EXEMPT ARUNDEL FROM STORMWATER PLAN: Del. Steve Schuh, a Republican candidate for Anne Arundel County executive, and state Sen. Bryan Simonaire have drafted a bill that would remove Anne Arundel County from a list of 10 Maryland jurisdictions included in a state funding requirement for stormwater remediation. They plan to file the bill for consideration in the next General Assembly session, reports Allison Bourg for the Capital-Gazette.
VOTER FRAUD: News that two Maryland women have been charged with voter fraud has reinvigorated Del. Kathy Afzali’s resolve to address voter fraud as a bigger problem than is thought, writes Bethany Rodgers in the Frederick News-Post. She also writes, in her Political Notes column, that GOP candidate David Vogt announced this week that Harold “Bud” Otis would work on his campaign in the 6th Congressional District. Otis spent more than a decade on staff with U.S. Rep. Roscoe Bartlett, the Republican who was voted out of office last year after 20 years representing the 6th.
ILLEGAL GUN PURCHASES: Maryland gun dealers released more than two dozen firearms to people barred from owning guns because of their criminal records — a consequence of the state’s inability to keep up with background checks, Erin Cox reports in the Sun.
PURPLE LINE ANNOUNCEMENT: Gov. Martin O’Malley and Lt. Gov. Anthony Brown on Monday are planning a “major announcement” about the Purple Line, an east-west light rail line that would connect New Carrollton in Prince George’s County to Bethesda in Montgomery County, reports Alexander Pyles for the Daily Record.

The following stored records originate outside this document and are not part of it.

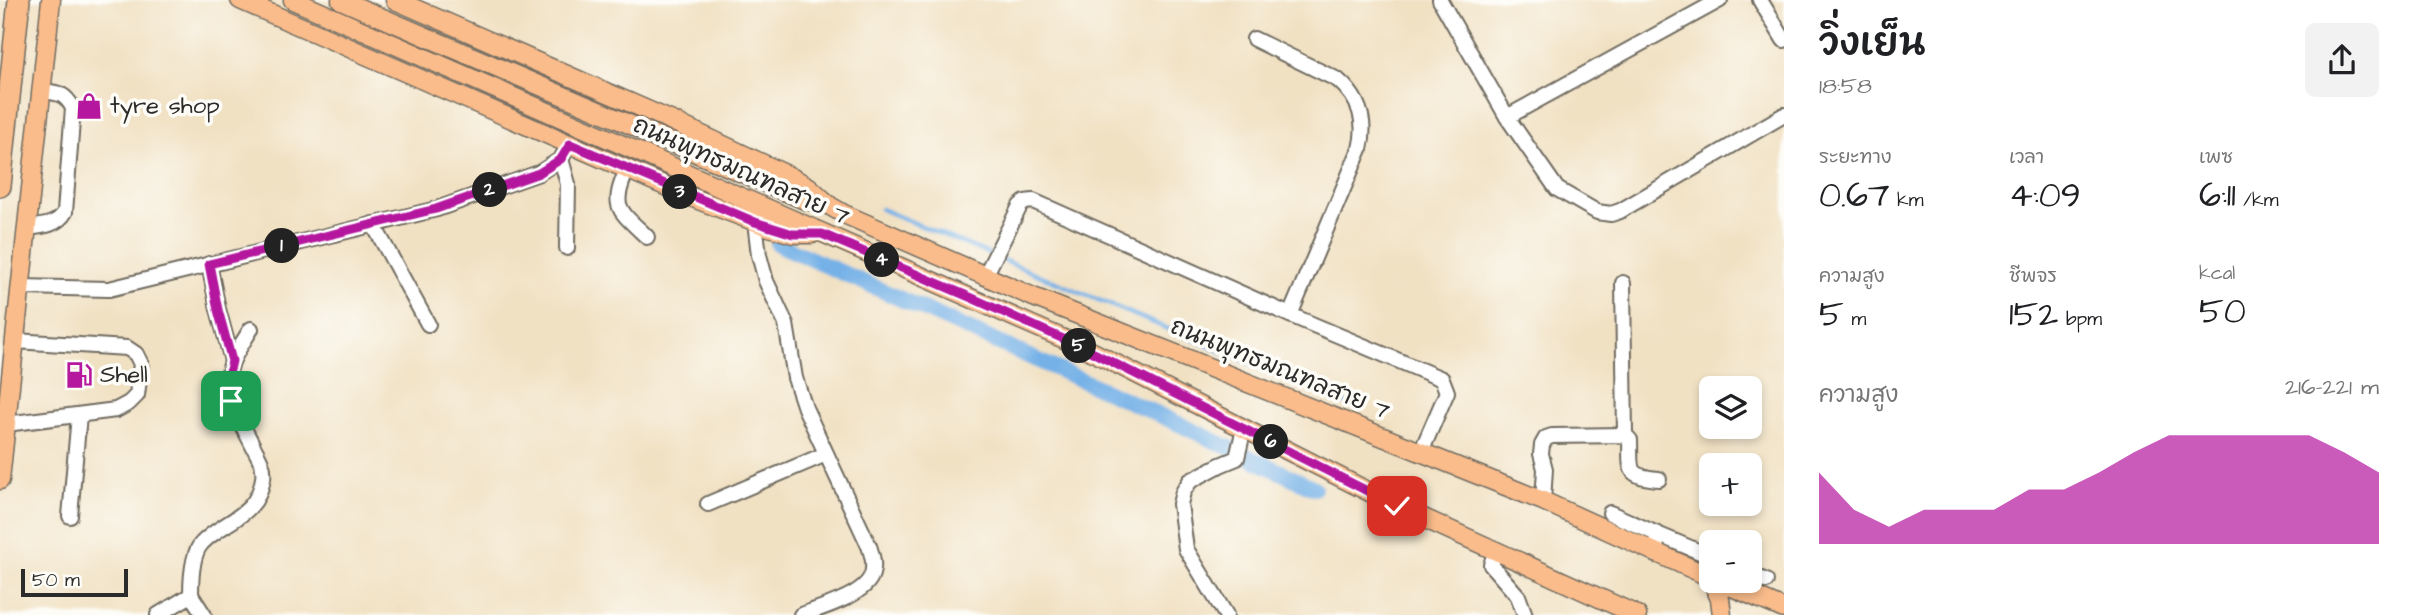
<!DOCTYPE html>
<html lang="th">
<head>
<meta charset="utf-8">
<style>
  :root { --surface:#fff; --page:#f2f2f2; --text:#202124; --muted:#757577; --accent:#b5179e }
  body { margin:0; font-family:"Architects Daughter","Playpen Sans Thai",sans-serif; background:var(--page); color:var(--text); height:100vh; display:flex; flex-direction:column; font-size:26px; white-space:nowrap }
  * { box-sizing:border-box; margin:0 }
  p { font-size:23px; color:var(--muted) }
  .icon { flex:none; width:38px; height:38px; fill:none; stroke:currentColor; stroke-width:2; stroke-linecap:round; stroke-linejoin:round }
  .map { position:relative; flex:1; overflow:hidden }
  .details { display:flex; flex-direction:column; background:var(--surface); width:630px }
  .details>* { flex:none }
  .buttons { position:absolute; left:1699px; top:376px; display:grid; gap:14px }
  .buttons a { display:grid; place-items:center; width:63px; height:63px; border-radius:10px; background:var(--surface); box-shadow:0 4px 10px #0003; font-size:35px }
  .scale { position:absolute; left:21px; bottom:18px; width:107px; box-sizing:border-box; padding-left:7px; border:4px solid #2b2b2b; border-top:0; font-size:19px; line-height:24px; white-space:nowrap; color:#2b2b2b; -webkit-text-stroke:5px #fdfcf7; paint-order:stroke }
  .pin { position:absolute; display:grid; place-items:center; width:60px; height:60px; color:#fff; margin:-30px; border-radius:14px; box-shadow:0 4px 10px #0006 }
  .km { position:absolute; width:35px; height:35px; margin:-18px; border-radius:50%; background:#222; color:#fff; font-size:19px; line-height:35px; text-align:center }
  .round { display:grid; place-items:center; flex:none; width:74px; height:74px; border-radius:10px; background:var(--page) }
  .headline { display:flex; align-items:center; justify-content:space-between; height:119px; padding:0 35px }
  h1 { font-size:38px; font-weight:600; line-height:52px }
  .figures { display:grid; grid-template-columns:repeat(3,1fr); gap:10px; height:119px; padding:7px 35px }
  .figures div { display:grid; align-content:center }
  .figures b { font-size:35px; font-weight:600 }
  .figures small { font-size:19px; font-weight:400 }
  .figures p { font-size:19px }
  .chart { height:196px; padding:14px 35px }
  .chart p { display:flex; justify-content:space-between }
  .chart svg { width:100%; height:126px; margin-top:7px; fill:var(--accent); opacity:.7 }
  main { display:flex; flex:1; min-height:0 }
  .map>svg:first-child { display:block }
</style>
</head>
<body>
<main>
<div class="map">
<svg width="1784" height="615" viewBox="0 0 1784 615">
  <rect width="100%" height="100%" fill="#fdfcf7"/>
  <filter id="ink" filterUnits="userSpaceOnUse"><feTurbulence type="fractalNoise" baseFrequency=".0143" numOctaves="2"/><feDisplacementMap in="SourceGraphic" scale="14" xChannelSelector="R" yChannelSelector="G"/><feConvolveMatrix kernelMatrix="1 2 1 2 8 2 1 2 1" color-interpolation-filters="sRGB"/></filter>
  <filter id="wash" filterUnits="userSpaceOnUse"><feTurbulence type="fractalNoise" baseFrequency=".00686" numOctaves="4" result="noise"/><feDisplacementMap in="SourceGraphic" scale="28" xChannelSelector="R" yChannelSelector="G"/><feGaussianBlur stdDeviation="1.57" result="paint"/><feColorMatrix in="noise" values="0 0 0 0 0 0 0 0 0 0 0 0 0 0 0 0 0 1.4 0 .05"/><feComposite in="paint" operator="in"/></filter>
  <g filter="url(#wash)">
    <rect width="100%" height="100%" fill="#f1e1c3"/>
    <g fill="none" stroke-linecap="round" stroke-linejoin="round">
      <path stroke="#75b1e7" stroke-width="4.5" d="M881,209L1350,405"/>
      <path stroke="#75b1e7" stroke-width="16" d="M778,244L1164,417L1314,488"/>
    </g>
  </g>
  <g filter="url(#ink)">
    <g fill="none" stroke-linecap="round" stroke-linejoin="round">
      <defs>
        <g id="minor">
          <path d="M1440,0L1507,117L1557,189L1597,212L1611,214L1620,211L1784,115"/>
          <path d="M1760,0L1784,40"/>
          <path d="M1254,39L1338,80C1360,99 1367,121 1360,149L1290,315L1442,379L1447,392L1421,452"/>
          <path d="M1507,117L1720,0"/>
          <path d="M561,159L568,184L567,248"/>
          <path d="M627,170C610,208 619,210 647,237"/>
          <path d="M755,222L759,255L766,281L786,324L795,378L805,408L869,546C872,555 875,564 872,574C866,595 821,608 801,615"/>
          <path d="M373,224L428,324"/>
          <path d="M26,228C41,226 57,226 65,212L73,108C64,92 58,93 41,91"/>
          <path d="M209,264L218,309L232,361"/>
          <path d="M985,276L1020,206L1025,202L1033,201L1290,315"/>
          <path d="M1623,283L1625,435"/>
          <path d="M20,287L109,289L437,209L539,173L561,159L570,144"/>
          <path d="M6,424L116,410L129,403L137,395L141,364L136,354L127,348L15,341"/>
          <path d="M1543,501L1545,469L1541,454L1542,445L1546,438L1552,436L1625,435L1630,440C1631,470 1625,476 1659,479"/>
          <path d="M708,504L826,454"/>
          <path d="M1610,513L1657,534L1656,555"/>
          <path d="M70,516L79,415"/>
          <path d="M1657,534L1712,557"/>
          <path d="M1496,550L1491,565L1518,596L1525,615"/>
          <path d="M1750,574L1766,581"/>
          <path d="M191,595C191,580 192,553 202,543C224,520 258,517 263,478C265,467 259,457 254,448C241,421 220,392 232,362C237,350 245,339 251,329"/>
          <path d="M158,615L191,595L204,615"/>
          <path d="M1226,615L1186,549L1180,504L1183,492L1190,481L1220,465L1237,458L1244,428"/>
        </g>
        <g id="major">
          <path d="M240,0L688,196L769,227L793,234H812"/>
          <path d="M293,0L1089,350L1397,506L1637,615"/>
          <path d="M341,0L805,200L828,205"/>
          <path d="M395,0L670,120L789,176L809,187L830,206L844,214L1031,296L1543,501L1712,578"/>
          <path d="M0,480L51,0"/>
          <path d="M1712,581L1720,599L1722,615"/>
          <path d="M1718,581L1784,609"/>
        </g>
        <path id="highway" d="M0,186L19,0"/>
      </defs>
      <use href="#minor" stroke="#706b60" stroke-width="18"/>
      <use href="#major" stroke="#706b60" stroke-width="21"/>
      <use href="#highway" stroke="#706b60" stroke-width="24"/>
      <use href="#minor" stroke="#fff" stroke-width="14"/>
      <use href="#major" stroke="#fabc8b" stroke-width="18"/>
      <use href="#highway" stroke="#fabc8b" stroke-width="21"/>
    </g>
  </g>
  <g fill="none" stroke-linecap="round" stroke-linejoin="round" filter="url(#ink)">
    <defs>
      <path id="route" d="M231,401L229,374L232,361L218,310L209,264L436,209L539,173L561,159L570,144L755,222L793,234H822L972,298L1088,350L1397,506"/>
    </defs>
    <use href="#route" stroke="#fff" stroke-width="14"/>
    <use href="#route" stroke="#b5179e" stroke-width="9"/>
  </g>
  <defs>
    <symbol id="shop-bare" viewBox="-9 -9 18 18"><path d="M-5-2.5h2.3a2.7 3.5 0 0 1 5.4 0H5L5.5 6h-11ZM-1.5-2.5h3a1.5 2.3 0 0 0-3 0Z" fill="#b5179e" stroke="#fdfcf7" stroke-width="2.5" paint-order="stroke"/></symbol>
    <symbol id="fuel-bare" viewBox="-9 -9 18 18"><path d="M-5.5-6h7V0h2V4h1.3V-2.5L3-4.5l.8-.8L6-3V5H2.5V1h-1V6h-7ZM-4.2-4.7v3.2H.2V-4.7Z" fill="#b5179e" stroke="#fdfcf7" stroke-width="2.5" paint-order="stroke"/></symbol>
  </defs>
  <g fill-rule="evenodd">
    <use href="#shop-bare" x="70" y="87" width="38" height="38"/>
    <use href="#fuel-bare" x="60" y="356" width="38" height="38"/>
  </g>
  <g text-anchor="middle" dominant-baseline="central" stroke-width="7" stroke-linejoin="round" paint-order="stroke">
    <g font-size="24" fill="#2b2b2b" stroke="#fdfcf7" text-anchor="start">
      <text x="110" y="106">tyre shop</text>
      <text x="100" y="375">Shell</text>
    </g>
    <g font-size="24" fill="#2b2b2b" stroke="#fdfcf7">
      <text transform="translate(741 171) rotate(24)">ถนนพุทธมณฑลสาย 7</text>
      <text transform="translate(1280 369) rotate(22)">ถนนพุทธมณฑลสาย 7</text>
    </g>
  </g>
</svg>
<div class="buttons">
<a><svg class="icon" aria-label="layers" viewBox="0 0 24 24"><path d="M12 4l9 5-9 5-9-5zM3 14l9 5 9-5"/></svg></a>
<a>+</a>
<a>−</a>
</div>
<div class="scale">50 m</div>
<div class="pin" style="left:231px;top:401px;background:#1e9e55"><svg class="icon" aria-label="arrive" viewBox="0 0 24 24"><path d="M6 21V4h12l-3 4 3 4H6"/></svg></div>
<div class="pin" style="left:1397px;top:506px;background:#d93025"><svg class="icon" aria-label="check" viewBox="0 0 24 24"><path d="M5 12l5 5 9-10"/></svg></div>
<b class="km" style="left:282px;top:246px">1</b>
<b class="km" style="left:490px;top:190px">2</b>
<b class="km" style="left:680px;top:192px">3</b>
<b class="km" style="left:882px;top:260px">4</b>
<b class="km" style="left:1079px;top:346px">5</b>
<b class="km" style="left:1271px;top:442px">6</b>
</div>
<section class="details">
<div class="headline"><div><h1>วิ่งเย็น</h1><p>18:58</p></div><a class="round"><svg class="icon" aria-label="share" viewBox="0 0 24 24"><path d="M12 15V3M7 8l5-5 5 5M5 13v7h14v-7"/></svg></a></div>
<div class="figures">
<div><p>ระยะทาง</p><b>0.67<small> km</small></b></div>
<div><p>เวลา</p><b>4:09</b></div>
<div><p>เพซ</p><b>6:11<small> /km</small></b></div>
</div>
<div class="figures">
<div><p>ความสูง</p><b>5<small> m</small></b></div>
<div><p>ชีพจร</p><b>152<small> bpm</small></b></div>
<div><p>kcal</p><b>50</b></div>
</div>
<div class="chart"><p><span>ความสูง</span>216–221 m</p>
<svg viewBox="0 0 160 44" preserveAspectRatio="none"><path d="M0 44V19L10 32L20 38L30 32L40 32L50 32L60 25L70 25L80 19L90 12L100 6L110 6L120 6L130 6L140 6L150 12L160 19V44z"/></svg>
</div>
</section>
</main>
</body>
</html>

O’MALLEY PAC CONTRIBUTIONS: Gov. O’Malley’s federal political action committee accepted more than $73,000 in contributions during this year’s General Assembly session — donations that would have been unlawful if they had been directed to a state campaign, reports Michael Dresser for the Sun. Because the money was sent to a campaign account set up under federal law, the governor’s O’ Say Can You See PAC could accept the money.
MD GOP BLAST OBAMA ON VACATION: Diana Waterman, chairman of the Maryland Republican Party. wants to know why Camp David isn’t good enough for President Barack Obama, and is criticizing Obama’s upcoming vacation to Martha’s Vineyard, writes Allison Bourg in her Political Notes column for the Capital-Gazette.

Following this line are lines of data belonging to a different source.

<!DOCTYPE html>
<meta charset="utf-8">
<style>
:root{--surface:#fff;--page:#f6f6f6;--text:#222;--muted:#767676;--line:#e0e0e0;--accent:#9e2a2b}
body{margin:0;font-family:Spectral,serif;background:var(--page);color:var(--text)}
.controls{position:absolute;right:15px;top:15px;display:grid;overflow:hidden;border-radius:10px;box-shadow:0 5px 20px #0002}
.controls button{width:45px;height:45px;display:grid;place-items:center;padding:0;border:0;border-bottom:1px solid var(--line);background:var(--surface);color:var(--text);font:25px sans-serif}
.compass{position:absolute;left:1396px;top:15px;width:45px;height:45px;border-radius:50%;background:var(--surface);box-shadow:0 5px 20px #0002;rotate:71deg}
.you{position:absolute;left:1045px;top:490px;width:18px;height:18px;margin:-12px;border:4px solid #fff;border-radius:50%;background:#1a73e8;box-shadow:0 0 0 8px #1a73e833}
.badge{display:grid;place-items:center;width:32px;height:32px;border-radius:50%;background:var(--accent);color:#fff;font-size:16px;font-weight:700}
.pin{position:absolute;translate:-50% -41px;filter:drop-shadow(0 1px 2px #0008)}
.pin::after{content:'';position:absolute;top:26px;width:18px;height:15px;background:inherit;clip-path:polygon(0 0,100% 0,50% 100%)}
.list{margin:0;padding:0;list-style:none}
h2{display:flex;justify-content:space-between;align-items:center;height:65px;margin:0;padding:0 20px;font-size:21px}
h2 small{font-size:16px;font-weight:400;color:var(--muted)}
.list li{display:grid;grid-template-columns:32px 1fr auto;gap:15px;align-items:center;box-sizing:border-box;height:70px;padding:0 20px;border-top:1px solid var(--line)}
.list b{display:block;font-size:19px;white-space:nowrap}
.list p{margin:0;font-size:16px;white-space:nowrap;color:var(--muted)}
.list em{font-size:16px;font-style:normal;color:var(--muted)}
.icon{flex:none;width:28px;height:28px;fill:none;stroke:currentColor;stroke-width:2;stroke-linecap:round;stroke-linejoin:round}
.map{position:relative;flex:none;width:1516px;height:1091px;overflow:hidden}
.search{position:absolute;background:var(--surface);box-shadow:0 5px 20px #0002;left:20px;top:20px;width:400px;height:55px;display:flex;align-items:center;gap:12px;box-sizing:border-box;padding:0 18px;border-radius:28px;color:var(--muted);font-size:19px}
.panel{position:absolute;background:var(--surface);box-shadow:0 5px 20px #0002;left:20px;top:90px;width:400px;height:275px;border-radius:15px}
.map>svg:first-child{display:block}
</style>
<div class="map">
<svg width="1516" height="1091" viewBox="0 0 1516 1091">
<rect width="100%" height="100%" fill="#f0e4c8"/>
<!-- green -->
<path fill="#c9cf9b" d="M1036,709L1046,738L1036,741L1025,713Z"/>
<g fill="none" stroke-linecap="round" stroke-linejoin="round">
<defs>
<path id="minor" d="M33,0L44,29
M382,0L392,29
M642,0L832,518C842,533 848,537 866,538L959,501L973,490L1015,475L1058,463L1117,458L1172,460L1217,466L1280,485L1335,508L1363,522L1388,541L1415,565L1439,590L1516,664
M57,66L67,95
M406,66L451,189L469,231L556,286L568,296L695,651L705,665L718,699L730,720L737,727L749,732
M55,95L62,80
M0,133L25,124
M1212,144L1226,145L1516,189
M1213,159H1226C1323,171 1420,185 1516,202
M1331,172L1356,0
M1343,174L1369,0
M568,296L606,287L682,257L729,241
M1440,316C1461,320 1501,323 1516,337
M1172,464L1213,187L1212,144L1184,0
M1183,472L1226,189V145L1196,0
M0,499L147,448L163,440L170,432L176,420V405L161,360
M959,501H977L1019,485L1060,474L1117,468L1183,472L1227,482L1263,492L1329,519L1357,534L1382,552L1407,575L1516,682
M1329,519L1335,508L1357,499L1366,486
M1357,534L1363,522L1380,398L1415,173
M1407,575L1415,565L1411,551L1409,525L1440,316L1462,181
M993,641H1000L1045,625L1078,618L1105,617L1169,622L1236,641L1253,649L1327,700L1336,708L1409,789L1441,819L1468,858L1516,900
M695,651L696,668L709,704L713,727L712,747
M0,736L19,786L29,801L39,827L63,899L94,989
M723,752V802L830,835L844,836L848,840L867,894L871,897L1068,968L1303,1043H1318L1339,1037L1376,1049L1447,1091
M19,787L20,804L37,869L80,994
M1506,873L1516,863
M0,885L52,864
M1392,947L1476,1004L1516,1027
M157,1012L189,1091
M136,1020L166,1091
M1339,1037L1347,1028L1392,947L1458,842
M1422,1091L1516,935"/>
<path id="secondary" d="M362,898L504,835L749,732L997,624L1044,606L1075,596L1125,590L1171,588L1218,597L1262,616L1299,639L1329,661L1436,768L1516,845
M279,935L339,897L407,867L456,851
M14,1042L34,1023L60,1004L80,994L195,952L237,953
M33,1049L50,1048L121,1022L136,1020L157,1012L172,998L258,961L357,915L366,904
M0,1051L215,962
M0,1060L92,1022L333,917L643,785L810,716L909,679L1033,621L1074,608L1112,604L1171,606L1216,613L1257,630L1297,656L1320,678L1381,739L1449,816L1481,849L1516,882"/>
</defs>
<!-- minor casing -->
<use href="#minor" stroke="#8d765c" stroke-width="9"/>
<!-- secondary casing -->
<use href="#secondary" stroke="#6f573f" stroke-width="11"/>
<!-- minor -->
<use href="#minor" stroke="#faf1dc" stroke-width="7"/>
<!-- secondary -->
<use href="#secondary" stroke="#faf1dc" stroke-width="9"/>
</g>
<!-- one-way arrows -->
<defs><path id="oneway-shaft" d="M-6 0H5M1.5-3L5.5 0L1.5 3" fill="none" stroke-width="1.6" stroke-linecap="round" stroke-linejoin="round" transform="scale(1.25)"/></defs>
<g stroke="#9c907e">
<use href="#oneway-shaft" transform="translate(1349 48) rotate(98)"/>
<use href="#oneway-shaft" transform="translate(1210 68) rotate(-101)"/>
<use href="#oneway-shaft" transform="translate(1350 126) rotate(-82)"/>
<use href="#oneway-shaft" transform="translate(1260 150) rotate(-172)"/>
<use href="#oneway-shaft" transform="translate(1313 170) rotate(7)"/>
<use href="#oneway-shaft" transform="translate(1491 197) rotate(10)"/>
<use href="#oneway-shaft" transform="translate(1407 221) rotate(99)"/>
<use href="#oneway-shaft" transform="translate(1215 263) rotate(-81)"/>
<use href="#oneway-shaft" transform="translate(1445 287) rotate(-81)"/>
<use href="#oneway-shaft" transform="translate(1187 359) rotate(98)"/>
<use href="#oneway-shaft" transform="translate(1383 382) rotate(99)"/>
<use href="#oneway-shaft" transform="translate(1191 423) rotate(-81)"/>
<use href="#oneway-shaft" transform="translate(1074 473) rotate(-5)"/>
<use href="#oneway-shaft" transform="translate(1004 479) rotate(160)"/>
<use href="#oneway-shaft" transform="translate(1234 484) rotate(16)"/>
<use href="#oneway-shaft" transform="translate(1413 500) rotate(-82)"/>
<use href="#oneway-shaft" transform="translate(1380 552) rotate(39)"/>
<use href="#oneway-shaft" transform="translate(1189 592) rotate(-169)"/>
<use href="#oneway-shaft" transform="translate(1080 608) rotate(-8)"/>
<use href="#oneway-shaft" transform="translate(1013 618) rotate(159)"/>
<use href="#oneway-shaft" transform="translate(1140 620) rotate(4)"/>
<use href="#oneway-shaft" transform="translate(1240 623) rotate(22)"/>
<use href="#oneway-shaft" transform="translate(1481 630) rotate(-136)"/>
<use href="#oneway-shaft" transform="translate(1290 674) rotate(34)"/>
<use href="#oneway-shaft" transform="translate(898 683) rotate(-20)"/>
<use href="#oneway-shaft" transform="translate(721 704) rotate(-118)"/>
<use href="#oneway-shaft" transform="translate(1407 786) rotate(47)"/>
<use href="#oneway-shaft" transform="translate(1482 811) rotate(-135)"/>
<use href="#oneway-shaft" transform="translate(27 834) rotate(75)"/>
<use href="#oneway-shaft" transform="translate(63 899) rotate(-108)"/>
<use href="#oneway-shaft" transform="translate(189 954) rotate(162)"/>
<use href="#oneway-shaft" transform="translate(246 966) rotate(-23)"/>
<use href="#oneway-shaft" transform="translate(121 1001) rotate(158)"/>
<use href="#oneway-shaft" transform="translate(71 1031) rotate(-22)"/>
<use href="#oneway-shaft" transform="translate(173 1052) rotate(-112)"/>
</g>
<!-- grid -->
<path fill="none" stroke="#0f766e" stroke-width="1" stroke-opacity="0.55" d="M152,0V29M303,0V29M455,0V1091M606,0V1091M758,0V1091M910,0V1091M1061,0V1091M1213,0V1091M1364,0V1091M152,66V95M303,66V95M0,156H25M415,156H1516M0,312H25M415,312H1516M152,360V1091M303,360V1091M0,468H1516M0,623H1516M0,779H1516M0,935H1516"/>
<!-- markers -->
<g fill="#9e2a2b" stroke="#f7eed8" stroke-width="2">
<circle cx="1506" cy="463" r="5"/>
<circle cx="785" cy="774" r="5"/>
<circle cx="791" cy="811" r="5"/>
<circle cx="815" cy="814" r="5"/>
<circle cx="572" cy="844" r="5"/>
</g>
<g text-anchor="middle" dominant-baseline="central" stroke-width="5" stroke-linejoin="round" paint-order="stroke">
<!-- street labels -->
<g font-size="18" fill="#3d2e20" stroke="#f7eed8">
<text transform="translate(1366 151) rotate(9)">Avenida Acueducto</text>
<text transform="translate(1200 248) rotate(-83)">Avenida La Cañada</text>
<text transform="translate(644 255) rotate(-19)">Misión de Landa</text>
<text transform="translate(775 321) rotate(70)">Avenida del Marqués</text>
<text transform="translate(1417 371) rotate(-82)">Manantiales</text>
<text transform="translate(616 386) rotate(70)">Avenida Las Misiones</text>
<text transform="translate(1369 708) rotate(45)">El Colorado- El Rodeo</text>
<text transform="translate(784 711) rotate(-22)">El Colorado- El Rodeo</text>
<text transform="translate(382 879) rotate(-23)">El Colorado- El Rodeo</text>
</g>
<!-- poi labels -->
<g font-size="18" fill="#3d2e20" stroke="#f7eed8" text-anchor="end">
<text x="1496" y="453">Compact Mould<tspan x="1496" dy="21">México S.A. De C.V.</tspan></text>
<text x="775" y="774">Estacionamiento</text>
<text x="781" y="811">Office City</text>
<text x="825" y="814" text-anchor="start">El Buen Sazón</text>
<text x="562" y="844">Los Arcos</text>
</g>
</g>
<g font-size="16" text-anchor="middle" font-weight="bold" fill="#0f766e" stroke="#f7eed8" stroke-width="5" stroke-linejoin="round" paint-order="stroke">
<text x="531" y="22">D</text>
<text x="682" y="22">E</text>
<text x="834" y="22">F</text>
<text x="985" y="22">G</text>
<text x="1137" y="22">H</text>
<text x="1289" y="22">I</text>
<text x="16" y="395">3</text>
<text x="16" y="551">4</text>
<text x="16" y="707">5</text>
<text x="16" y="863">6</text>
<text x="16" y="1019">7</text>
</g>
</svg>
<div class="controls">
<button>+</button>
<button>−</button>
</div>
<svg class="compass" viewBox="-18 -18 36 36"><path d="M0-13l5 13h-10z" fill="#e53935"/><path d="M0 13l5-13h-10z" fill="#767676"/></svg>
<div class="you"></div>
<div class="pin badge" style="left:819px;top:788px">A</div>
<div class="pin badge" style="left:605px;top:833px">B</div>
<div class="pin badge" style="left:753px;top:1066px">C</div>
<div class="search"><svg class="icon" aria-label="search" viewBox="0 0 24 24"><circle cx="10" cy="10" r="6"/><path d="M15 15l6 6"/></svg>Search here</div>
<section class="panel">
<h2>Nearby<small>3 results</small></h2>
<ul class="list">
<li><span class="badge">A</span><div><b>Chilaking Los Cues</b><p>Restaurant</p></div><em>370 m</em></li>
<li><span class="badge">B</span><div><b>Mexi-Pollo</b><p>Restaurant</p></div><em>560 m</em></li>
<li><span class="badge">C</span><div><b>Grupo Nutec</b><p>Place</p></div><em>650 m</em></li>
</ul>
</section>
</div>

MIZEUR’S LAST OFFICE: A year and a half from now, Del. Heather Mizeur will either be the first female governor of Maryland and the first openly gay candidate elected governor in the nation, or she’ll be growing organic herbs on the Eastern Shore. Or working on a novel. Or maybe both. But, writes Steve Hendrix for the Post, if she doesn’t prevail in her upstart run for governor, what she will not be anymore is a politician.
GANSLER CAMPAIGN: WYPR’s Joel McCord and Alexander Pyles of the Daily Record talk about how Attorney General Doug Gansler can use his office to present himself as an appealing gubernatorial candidate to voters.
PROPERTY TAXES: Baltimore City is looking for ways to ease the property tax burden on hundreds of homeowners who received unexpectedly high bills last month, officials said, as it reckons with past errors in a popular credit for historic renovations, Scott Calvert reports in the Sun.
OFFICE VACANCIES: Federal sequestration has driven down has begun eating into profits for some real estate investment trusts that have headquarters or heavy investments in the Maryland suburbs of Washington, D.C., writes Sonny Goldreich for the Gazette. Vacancy rates are up for office space.
MoCo, FREDERICK JOBS: Montgomery and Frederick counties continue to build their job base beyond pre-recession levels, Kevin James Shay reports in the Gazette. The counties added almost 6,000 jobs in June alone, according to the latest figures from the federal labor department. The counties’ combined employment level of 590,500 in June was more than 7,000 jobs higher than any previous June in the past two decades.
MoCo CHICKENS: Some residents are opposed to Montgomery County’s plan to relax zoning regulations, letting more people keep chickens in their backyards, Kate Alexander writes in the Gazette.